Chapter 6: Freedom Lived in Solidarity
- Freedom or God? Michael Bakunin and Carl Schmitt
- The God of the Exodus and the Resurrection
- God's Freedom
- Human Freedom in God
Chapter 7: Freedom Experienced in Open Friendship
- What Is Friendship?
- In the Friendship of Jesus
- God's Friends
- Open Friendship for a Friendlier World
Chapter 8. The Loved and Loving life
- The Doctrine of Suffering (Buddha) and the Doctrine of Love (Paul)

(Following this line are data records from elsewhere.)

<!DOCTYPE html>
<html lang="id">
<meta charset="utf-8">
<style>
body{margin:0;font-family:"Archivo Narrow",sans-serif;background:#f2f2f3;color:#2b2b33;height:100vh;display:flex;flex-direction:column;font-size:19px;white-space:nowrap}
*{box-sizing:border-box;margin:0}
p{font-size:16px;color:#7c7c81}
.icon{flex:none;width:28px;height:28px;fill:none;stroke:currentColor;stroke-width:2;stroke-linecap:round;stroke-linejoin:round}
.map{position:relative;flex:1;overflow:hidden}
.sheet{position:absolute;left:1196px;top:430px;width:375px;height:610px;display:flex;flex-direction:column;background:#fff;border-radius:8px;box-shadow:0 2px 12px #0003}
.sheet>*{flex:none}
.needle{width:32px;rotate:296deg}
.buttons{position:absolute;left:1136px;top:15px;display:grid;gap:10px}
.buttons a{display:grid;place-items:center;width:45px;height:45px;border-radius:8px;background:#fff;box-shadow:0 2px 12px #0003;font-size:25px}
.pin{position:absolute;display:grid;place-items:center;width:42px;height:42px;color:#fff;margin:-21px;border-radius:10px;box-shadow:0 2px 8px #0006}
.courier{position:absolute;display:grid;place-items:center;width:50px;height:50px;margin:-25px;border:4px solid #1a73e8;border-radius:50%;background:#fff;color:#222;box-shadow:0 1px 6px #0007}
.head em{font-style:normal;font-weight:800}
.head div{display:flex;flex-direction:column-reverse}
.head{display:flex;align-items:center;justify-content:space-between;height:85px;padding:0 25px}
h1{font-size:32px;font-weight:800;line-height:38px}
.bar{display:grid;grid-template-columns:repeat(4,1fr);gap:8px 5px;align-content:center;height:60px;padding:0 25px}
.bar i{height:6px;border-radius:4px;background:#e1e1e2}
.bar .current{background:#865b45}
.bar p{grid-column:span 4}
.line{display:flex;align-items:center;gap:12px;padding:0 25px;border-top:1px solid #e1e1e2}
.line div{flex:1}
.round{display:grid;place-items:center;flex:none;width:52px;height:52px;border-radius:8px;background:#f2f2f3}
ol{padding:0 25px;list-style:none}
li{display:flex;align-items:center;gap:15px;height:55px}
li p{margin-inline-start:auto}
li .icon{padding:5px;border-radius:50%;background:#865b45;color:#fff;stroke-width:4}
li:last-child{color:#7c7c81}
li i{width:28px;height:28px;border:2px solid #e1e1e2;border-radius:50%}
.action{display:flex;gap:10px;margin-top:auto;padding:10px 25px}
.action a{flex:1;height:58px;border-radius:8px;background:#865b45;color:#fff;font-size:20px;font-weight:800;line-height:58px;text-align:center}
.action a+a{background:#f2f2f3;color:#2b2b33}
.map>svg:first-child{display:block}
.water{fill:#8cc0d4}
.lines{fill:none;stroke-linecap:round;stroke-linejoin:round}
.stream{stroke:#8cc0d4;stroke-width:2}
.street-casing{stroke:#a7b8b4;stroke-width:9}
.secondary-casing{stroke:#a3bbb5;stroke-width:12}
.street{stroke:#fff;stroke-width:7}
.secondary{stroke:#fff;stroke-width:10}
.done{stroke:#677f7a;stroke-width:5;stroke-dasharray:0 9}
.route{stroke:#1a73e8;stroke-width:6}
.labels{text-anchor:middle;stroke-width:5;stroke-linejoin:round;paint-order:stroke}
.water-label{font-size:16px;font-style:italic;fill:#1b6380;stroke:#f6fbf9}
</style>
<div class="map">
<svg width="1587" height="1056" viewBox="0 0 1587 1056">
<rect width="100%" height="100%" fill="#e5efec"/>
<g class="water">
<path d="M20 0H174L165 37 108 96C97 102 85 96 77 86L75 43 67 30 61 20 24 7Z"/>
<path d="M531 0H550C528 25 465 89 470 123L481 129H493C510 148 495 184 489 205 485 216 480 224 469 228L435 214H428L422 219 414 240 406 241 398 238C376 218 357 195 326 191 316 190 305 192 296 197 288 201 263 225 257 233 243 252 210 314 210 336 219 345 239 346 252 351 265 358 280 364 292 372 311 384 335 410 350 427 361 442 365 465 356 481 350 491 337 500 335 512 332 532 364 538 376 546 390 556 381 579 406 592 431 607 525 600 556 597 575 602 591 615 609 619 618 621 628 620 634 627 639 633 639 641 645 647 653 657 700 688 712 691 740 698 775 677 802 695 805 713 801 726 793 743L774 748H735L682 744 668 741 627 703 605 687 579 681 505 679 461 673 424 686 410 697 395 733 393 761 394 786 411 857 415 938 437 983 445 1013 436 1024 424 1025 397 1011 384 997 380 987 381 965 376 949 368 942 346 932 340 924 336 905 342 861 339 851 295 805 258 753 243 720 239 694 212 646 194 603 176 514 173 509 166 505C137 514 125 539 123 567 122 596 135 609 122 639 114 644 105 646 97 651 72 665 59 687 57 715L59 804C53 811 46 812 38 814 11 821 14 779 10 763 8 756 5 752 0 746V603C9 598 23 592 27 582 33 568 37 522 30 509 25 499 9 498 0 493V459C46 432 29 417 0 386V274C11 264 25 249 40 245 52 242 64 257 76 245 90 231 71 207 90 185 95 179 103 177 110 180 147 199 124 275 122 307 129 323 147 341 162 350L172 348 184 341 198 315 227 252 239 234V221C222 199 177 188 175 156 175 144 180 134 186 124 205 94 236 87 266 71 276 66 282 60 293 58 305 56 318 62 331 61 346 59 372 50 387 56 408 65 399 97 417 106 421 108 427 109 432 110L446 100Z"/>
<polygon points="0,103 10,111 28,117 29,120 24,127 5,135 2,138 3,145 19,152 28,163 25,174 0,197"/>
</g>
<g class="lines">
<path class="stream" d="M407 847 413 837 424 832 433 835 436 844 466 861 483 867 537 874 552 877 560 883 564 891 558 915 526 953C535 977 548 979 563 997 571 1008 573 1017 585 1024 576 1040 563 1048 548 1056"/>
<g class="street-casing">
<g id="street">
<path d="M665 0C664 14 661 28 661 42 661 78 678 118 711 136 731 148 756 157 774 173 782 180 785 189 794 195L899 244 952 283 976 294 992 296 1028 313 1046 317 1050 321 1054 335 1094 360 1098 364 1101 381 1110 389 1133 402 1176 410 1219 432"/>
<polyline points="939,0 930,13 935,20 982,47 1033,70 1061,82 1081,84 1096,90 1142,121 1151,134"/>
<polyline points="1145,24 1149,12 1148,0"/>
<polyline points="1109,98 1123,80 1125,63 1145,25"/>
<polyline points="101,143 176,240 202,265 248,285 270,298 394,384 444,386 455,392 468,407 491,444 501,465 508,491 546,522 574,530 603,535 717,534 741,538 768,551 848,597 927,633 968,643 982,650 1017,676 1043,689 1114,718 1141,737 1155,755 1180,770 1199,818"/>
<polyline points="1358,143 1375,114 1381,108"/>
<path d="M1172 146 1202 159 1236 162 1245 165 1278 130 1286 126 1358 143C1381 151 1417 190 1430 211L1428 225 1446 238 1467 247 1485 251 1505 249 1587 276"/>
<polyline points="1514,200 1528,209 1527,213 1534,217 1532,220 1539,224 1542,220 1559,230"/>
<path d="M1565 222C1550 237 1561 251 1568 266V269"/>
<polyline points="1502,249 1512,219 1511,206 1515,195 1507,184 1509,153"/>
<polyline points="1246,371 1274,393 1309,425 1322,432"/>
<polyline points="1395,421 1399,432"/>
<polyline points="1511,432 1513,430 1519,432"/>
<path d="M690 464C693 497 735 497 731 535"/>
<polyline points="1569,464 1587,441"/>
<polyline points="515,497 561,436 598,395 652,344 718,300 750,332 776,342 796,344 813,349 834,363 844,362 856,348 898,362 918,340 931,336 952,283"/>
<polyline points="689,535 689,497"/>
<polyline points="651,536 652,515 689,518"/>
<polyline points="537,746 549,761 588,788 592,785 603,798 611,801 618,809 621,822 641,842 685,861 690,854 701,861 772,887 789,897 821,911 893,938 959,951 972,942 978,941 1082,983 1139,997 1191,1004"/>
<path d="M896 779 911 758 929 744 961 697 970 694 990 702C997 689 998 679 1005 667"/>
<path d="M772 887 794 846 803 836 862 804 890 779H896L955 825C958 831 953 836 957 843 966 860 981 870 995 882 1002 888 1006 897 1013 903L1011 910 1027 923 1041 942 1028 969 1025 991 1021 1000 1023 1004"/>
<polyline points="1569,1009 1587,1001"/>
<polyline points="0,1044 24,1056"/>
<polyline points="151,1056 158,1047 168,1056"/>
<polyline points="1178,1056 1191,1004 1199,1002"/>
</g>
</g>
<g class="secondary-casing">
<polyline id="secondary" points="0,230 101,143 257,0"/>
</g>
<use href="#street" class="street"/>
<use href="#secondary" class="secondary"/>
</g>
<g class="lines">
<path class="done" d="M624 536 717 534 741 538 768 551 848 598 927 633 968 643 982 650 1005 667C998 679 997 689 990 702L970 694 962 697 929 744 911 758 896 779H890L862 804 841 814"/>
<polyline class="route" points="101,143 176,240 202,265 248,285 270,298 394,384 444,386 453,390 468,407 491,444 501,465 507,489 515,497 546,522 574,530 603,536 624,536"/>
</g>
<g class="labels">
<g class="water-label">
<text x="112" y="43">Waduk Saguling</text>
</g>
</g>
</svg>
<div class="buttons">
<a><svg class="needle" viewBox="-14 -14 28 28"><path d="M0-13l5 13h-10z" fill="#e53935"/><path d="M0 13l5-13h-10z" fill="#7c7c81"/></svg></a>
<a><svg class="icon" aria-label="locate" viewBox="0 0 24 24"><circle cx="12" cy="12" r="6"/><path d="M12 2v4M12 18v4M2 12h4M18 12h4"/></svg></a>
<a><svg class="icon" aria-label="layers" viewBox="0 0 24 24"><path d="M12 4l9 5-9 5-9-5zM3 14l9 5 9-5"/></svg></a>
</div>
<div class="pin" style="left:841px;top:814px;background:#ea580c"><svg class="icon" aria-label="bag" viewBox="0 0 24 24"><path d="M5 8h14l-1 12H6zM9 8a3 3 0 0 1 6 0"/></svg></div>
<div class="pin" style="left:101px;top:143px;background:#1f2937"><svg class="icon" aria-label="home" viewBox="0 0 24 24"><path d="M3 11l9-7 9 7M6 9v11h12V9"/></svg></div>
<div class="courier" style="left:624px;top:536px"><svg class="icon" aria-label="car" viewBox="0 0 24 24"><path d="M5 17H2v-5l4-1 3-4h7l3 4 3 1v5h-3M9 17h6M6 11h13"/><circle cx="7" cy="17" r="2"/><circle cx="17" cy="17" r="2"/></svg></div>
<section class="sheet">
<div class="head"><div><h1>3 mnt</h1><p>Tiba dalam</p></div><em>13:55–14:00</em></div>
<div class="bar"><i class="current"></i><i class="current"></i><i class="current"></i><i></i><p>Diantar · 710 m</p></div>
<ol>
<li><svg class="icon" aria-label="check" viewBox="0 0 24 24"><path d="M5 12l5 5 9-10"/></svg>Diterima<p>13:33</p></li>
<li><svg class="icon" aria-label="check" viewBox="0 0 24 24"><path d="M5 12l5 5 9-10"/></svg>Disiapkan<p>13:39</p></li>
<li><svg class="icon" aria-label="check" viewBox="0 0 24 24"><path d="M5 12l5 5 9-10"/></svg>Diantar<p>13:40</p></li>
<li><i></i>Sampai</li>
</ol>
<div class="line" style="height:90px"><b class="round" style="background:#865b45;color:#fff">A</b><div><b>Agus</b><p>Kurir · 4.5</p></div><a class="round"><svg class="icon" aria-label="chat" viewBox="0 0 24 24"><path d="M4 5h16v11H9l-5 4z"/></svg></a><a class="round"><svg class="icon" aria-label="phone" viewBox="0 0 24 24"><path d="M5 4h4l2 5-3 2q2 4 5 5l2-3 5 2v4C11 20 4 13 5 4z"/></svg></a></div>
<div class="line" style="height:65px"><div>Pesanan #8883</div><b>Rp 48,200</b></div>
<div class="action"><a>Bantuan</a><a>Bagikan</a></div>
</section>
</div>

- God's Love and Human Love for God
- Love for Life
- Maximus Confessor and the Erotic Universe
Chapter 9: A Spirituality of the Senses
- The Spirituality of the Soul—The Spirituality of the Senses
- The Human Senses
- The Diminution and Attrition of the Senses
- The Waking and Awakening of the Senses
- Praying and Watching
Chapter 10: Hoping and Thinking
- Thinking Means Transcending
- Hoping and Perceiving: Hegel and “Minerva´s Owl” and Aurora's Lark
- Hoping and Thinking: The Productive Power of the Imagination
Chapter 11. Life: A Never-Ending Festival
- The Risen Christ Makes of Human Life a Never-Ending Festival
- The Festive Life
- Truth as Prayer
Moltmann's focus here seems to be on the Unity or unifying activity of God/God's spirit in bringing creation into union with God.